→ Task goal: Repeat the records below exactly, from the first line through the line containing "function label(font, color, halo, rows, align", and leave out any pictures.

→ Data to examine:
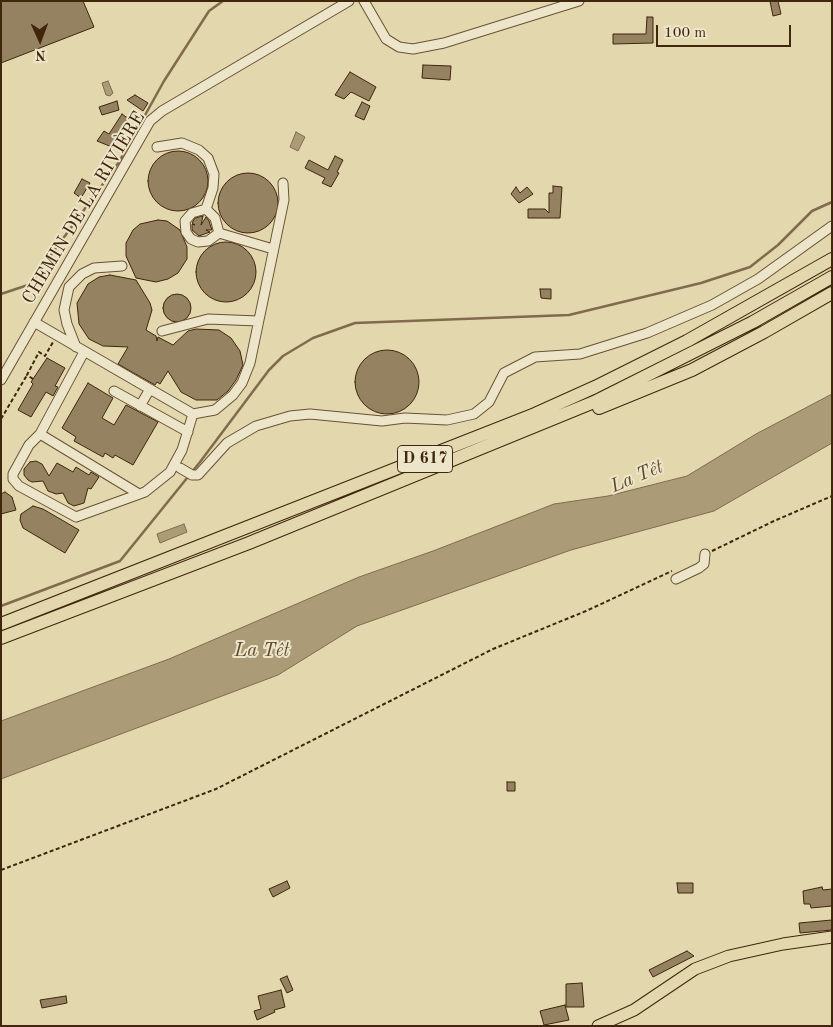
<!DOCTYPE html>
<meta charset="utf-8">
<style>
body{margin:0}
#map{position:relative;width:833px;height:1027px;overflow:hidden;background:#e3d7ae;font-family:"Old Standard TT",serif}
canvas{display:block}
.frame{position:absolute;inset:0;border:2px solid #3f260c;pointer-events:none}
.north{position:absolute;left:15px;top:15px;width:50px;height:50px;-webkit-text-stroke:4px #ede5ca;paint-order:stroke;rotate:178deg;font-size:14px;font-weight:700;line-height:20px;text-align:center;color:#3f260c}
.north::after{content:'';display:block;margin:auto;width:18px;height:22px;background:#3f260c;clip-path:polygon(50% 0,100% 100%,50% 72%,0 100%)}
.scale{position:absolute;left:656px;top:25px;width:135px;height:22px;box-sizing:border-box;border:2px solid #3f260c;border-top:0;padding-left:6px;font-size:15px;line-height:18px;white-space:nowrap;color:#3f260c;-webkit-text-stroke:4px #ede5ca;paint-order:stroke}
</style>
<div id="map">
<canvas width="833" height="1027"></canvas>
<div class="frame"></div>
<div class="north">N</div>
<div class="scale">100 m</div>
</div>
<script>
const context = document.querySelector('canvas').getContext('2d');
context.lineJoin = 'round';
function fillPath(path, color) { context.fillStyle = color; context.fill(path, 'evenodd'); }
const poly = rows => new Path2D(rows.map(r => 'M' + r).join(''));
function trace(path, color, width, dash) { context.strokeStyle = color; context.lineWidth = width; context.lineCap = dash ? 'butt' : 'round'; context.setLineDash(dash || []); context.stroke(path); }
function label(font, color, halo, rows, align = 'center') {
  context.font = font + ' "Old Standard TT",serif'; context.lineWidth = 4; context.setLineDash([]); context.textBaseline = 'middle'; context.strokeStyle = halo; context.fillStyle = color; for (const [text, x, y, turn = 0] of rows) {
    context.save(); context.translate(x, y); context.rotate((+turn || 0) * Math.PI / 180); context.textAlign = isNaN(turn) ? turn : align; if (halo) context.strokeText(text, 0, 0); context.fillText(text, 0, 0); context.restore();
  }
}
const water = poly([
 [108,81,113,93,110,96,106,95,102,83,108,81],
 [296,132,305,137,298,151,290,147,296,132],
 [832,394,832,443,714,511,571,550,357,626,278,675,1,779,1,721,169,659,359,577,433,551,554,504,608,496,687,476,756,434,832,394],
 [184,524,187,532,160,543,157,534,184,524]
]);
const stream = poly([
 [1,294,28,285,32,281,119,162,164,81,209,11,223,1],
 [1,606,120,561,200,462,269,370,283,356,313,338,355,323,569,315,701,283,750,267,778,245,812,211,832,202]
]);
const building = poly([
 [1,1,83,1,94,27,1,63,1,1],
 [770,1,778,1,781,14,773,16,770,1],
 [647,17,653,17,653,43,613,44,613,34,646,34,647,17],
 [423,65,451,66,450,80,422,78,423,65],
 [350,72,376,87,369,101,351,92,344,99,335,95,350,72],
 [135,95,148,103,143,111,127,100,135,95],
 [117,101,119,110,102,115,99,107,117,101],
 [362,102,370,106,364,120,355,116,362,102],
 [122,114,129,119,112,147,97,141,104,131,109,134,122,114],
 '148 181a30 30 0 1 1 60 0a30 30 0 1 1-60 0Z',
 [335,156,343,160,337,172,339,173,331,187,322,183,325,178,305,168,309,160,328,170,335,156],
 '218 203a30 30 0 1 1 60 0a30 30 0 1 1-60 0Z',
 [82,179,90,183,81,198,74,193,82,179],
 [553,186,562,187,560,218,528,218,528,209,545,209,549,213,549,193,553,193,553,186],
 [516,187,520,193,527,187,533,194,519,203,511,194,516,187],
 [203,216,201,225,206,217,209,221,212,230,206,230,210,232,199,236,192,230,192,224,195,225,192,223,195,218,203,216],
 [158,220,167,221,180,230,187,247,187,259,178,273,168,279,156,282,136,278,126,256,126,243,133,230,140,224,158,220],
 '196 272a30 30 0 1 1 60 0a30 30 0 1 1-60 0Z',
 [110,275,136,280,150,303,152,310,146,330,156,336,157,341,158,337,173,345,188,331,196,329,219,330,231,338,240,351,243,365,236,380,228,391,217,400,196,400,181,392,168,371,160,384,157,382,155,385,118,364,128,347,103,346,89,339,79,324,77,303,88,284,99,277,110,275],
 [540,289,551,289,551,299,541,298,540,289],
 '163 308a14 14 0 1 1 28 0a14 14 0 1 1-28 0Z',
 '355 382a32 32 0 1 1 64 0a32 32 0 1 1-64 0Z',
 [47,358,65,368,55,386,58,387,53,396,46,392,31,417,18,410,33,384,31,382,47,358],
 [88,383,113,398,102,418,114,425,126,405,158,422,133,465,115,455,113,458,105,453,103,457,74,441,76,437,62,428,88,383],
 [30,462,36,461,42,464,49,476,57,463,73,472,76,467,89,475,91,472,99,477,91,489,88,488,84,503,74,506,68,503,63,493,56,494,48,491,43,481,32,482,28,480,24,475,24,469,30,462],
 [5,492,12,497,16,510,1,514,1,494,5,492],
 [33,506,43,509,79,530,65,553,23,528,20,520,21,514,33,506],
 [507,782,515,782,515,791,507,791,507,782],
 [287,881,290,888,273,897,269,889,287,881],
 [677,883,693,883,693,893,678,893,677,883],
 [822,887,823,890,832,889,832,906,811,908,810,904,804,904,803,891,822,887],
 [832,920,832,930,800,933,799,923,832,920],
 [687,951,694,956,653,977,649,970,687,951],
 [287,976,293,990,287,993,280,979,287,976],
 [582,983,584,1007,566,1007,566,984,582,983],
 [281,990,285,1007,274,1010,275,1012,257,1020,254,1011,261,1009,258,996,281,990],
 [66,996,67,1003,42,1008,40,1000,66,996],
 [565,1005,569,1020,544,1025,540,1011,565,1005]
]);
const path = poly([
 [33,379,27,375,39,352,45,356,53,342],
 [1,419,27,375],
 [712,551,774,521,832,496],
 [1,870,216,789,493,649,586,611,672,571]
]);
const minor = poly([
 [364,1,386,39,399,47,413,49,444,43,579,1],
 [157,147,182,143,199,150,208,158,214,174,213,188,206,209],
 [219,233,215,218,206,209,192,213,185,221,186,232,191,239,198,242,208,241,219,233,273,249],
 [34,322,193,414,215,410,233,395,242,383,250,363,284,200,283,183],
 [162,331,208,319,258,321],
 [76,347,67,324,64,310,69,287,82,274,94,268,122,266],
 [84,352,40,434,29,445,13,474,13,479,19,486,76,517,145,492,170,472,182,450,193,414],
 [1,380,150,121,162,111,349,1],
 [114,391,188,432],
 [140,406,150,389],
 [40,434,139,494],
 [180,468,192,475,198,475,227,443,256,426,290,416,310,414,382,421,405,418,447,420,474,414,489,402,504,373,535,357,580,354,647,333,712,305,758,279,832,226],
 [676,579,699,568,704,564,705,554]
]);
const major = poly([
 [598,1026,634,1010,695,969,729,956,783,944,832,937]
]);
const highway = poly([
 [599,408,692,370,764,332,832,293],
 [1,624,535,414,595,387,687,341,832,259],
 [1,638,249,543,594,402,753,322,832,277]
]);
const shields = [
 [425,459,55]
];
const shieldNames = [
 ["D 617",425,459]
];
const streetNames = [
 ["CHEMIN DE LA RIVIÈRE",84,208,-59]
];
const waterNames = [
 ["La Têt",637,477,-23],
 ["La Têt",262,651]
];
fillPath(water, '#ab9b77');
trace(water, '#806c4c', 1);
trace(stream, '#806c4c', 2.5);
fillPath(building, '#948260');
trace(building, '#3f260c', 1);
trace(minor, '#685234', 11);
trace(major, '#3f260c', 13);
trace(highway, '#3f260c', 14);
trace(path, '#3f260c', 2, [4, 2.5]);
trace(minor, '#ede5ca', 9);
trace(major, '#e3d7ae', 11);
trace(highway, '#e3d7ae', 12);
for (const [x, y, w] of shields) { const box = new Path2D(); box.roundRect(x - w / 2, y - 13.5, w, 27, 4); context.fillStyle = '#ede5ca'; context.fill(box); trace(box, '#3f260c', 1); }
label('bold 16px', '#3f260c', null, shieldNames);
label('18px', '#3f260c', '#ede5ca', streetNames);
label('italic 19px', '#5f492c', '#ede5ca', waterNames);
</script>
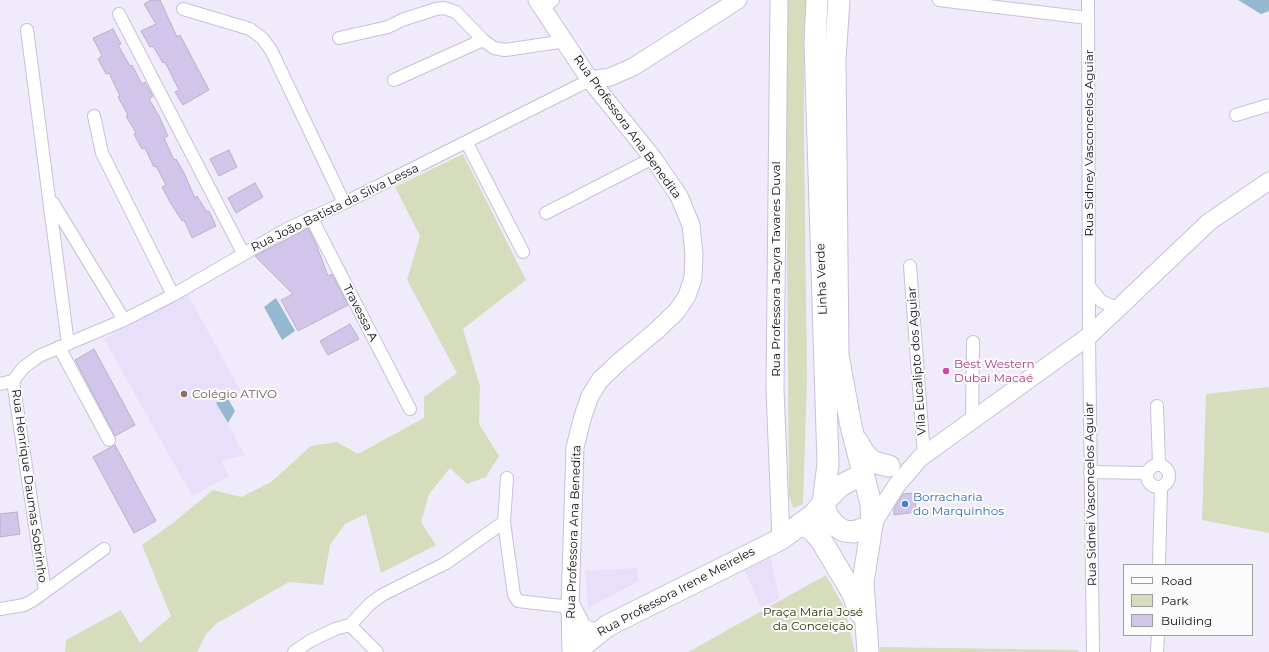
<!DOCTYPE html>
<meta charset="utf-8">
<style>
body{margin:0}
#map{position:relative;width:1269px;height:652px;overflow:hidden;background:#f0ebfb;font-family:Montserrat,sans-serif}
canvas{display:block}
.legend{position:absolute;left:1123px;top:564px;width:130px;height:72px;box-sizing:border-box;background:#fbfbfb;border:1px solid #9d9c9f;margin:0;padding:5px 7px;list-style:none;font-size:12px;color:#100d16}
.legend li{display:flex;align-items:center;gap:8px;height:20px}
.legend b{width:20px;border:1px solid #9d9c9f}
</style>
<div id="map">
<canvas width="1269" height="652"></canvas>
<ul class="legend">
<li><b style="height:5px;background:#fff"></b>Road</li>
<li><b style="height:11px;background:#d6ddbd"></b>Park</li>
<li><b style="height:11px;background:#d1c6ea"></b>Building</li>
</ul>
</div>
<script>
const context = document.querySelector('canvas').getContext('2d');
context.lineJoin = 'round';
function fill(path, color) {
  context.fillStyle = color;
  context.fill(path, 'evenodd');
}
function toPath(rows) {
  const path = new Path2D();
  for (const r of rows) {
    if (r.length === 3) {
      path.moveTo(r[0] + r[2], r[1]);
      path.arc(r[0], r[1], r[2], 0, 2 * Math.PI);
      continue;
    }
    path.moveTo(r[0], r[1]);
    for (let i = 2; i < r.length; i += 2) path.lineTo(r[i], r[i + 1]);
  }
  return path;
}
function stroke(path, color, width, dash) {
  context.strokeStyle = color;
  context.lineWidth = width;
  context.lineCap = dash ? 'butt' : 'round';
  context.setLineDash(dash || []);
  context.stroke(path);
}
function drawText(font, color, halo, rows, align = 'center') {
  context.font = font + ' Montserrat,sans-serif';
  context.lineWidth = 4;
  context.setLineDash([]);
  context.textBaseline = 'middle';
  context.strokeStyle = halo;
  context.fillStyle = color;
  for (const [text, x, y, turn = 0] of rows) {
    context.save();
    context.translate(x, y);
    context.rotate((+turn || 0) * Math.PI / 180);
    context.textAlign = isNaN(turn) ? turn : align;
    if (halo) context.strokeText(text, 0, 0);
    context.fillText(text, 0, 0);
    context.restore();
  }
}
fill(toPath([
 [187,293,240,390,216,403,245,455,221,461,229,476,192,496,104,339],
 [771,558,779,599,761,608,744,569],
 [637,568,639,581,588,608,585,571]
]), '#e8dffa');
fill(toPath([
 [785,0,807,0,804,27,804,136,807,378,803,504,793,508,789,496],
 [463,154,526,280,463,329,480,386,479,424,499,456,486,477,467,484,450,468,429,494,421,522,436,545,381,573,366,514,345,524,330,545,323,585,289,582,216,624,206,634,197,652,65,652,66,640,121,610,140,643,171,616,142,545,173,523,213,490,241,497,271,482,311,446,337,442,358,454,424,418,424,397,457,373,407,280,420,236,395,187],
 [1269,387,1269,533,1202,520,1206,394],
 [826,575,845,609,855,652,688,652],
 [880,647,1078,650,1078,652,880,652]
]), '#d6ddbd');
fill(toPath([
 [1238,0,1269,0,1269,11,1261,14],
 [276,298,295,331,282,340,264,307],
 [227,397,235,411,228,423,216,403]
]), '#94b8d0');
const building = toPath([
 [151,0,160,0,177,37,180,35,209,90,183,105,175,92,179,90,165,62,163,63,153,46,150,47,141,31,156,24,144,4,151,0],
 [113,29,121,44,118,45,130,66,132,65,142,84,145,82,153,96,149,99,159,116,168,136,164,138,174,160,176,159,184,173,195,198,197,196,207,212,209,211,216,226,192,238,184,220,182,221,170,202,162,187,166,185,156,166,154,167,145,148,142,149,134,134,136,133,126,116,128,115,118,97,120,96,109,73,106,74,98,59,102,56,93,38,113,29],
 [229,150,237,167,219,176,210,159,229,150],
 [255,183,263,197,236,213,228,198,255,183],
 [308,228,316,244,328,276,332,274,348,305,298,331,281,300,293,294,255,256,308,228],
 [350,324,359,339,328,355,320,341,350,324],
 [94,349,135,425,115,436,75,360,94,349],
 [115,445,156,521,134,533,93,457,115,445],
 [915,493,916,512,894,515,894,508,903,494,915,493],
 [17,512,20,534,0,537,0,514,17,512]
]);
fill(building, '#d1c6ea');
stroke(building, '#b8b0c9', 1);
const street = toPath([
 [939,0,1088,18],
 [1088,0,1089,336,1093,652],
 [543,8,553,0],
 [183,9,250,29,262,38,271,50,344,203],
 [119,14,243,253],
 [27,30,68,344],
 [339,38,388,27,402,20,436,9,444,8,456,12,483,40,494,48,505,50,566,41],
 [394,80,483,40],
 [1236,115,1269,105],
 [94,116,102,153,173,295],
 [467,143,523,252],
 [53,203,124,320],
 [546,213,653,158],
 [311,217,410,409],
 [910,266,924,456],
 [1089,286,1101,301,1112,306,1121,307],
 [59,347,109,440],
 [13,381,45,591],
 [0,384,13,381,23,368,39,356,124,320,173,295,287,229,344,203,590,80],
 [1157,406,1159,464],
 [972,420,973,342],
 [1158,476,11],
 [1090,472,1147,473],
 [507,478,504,522,514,595,518,601,570,607],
 [1159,565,1161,487],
 [0,609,24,605,32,601,104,549],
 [350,625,377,652],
 [294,652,310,641,335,629,350,625,370,604,382,595,446,563,504,522],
 [1157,652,1158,635]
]);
const secondary = toPath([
 [537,0,590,80,653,158,679,196,691,225,694,254,693,278,687,296,677,311,656,331,619,362,600,380,590,396,583,416,575,447,570,607,571,652],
 [779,0,775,389,781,539],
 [590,80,610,77,633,67,738,0],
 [872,525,896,486,920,458,1089,336,1209,222,1269,181]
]);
const highway = toPath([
 [839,0,835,59,838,355,851,426,871,504,872,525,863,582,868,652],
 [857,441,864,453,873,462,889,466],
 [863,474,840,486,823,503,828,517,836,526,844,531,854,532,872,525],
 [800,524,812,530,821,540,852,592,860,613],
 [570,607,581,629,595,635],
 [575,652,607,626,781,539,813,515,823,503,828,464,815,43,817,0]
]);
stroke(street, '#c8c0d9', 14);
stroke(secondary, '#c8c0d9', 19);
stroke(highway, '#c8c0d9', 23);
stroke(street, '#fff', 12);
stroke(secondary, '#fff', 17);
stroke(highway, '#fff', 21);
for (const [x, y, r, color] of [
 [946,371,4,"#d1479c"],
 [184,394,4,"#8d6e63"],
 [905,504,4,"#3f7fe0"]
]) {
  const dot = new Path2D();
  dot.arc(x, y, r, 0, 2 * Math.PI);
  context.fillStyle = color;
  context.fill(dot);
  stroke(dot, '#fbfbfb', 1.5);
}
drawText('12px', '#100d16', '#fbfbfb', [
 ["Rua Professora Ana Benedita",627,127,54],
 ["Rua Sidney Vasconcelos Aguiar",1089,143,-90],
 ["Rua João Batista da Silva Lessa",335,208,-26],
 ["Rua Professora Jacyra Tavares Duval",776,269,-90],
 ["Linha Verde",822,279,-92],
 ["Travessa A",360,313,63],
 ["Vila Eucalipto dos Aguiar",917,361,-94],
 ["Rua Henrique Daumas Sobrinho",29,486,82],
 ["Rua Sidnei Vasconcelos Aguiar",1091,494,-91],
 ["Rua Professora Ana Benedita",574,532,-88],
 ["Rua Professora Irene Meireles",676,592,-28]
]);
drawText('12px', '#b23c85', '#fbfbfb', [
 ["Best Western",954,364],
 ["Dubai Macaé",954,378]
], 'left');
drawText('12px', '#785e54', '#fbfbfb', [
 ["Colégio ATIVO",192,394]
], 'left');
drawText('12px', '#366cbe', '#fbfbfb', [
 ["Borracharia",913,497],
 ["do Marquinhos",913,511]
], 'left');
drawText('12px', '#303507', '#fbfbfb', [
 ["Praça Maria José",813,612],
 ["da Conceição",813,626]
]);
</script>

→ Exercise result:
<!DOCTYPE html>
<meta charset="utf-8">
<style>
body{margin:0}
#map{position:relative;width:833px;height:1027px;overflow:hidden;background:#e3d7ae;font-family:"Old Standard TT",serif}
canvas{display:block}
.frame{position:absolute;inset:0;border:2px solid #3f260c;pointer-events:none}
.north{position:absolute;left:15px;top:15px;width:50px;height:50px;-webkit-text-stroke:4px #ede5ca;paint-order:stroke;rotate:178deg;font-size:14px;font-weight:700;line-height:20px;text-align:center;color:#3f260c}
.north::after{content:'';display:block;margin:auto;width:18px;height:22px;background:#3f260c;clip-path:polygon(50% 0,100% 100%,50% 72%,0 100%)}
.scale{position:absolute;left:656px;top:25px;width:135px;height:22px;box-sizing:border-box;border:2px solid #3f260c;border-top:0;padding-left:6px;font-size:15px;line-height:18px;white-space:nowrap;color:#3f260c;-webkit-text-stroke:4px #ede5ca;paint-order:stroke}
</style>
<div id="map">
<canvas width="833" height="1027"></canvas>
<div class="frame"></div>
<div class="north">N</div>
<div class="scale">100 m</div>
</div>
<script>
const context = document.querySelector('canvas').getContext('2d');
context.lineJoin = 'round';
function fillPath(path, color) { context.fillStyle = color; context.fill(path, 'evenodd'); }
const poly = rows => new Path2D(rows.map(r => 'M' + r).join(''));
function trace(path, color, width, dash) { context.strokeStyle = color; context.lineWidth = width; context.lineCap = dash ? 'butt' : 'round'; context.setLineDash(dash || []); context.stroke(path); }
function label(font, color, halo, rows, align = 'center') {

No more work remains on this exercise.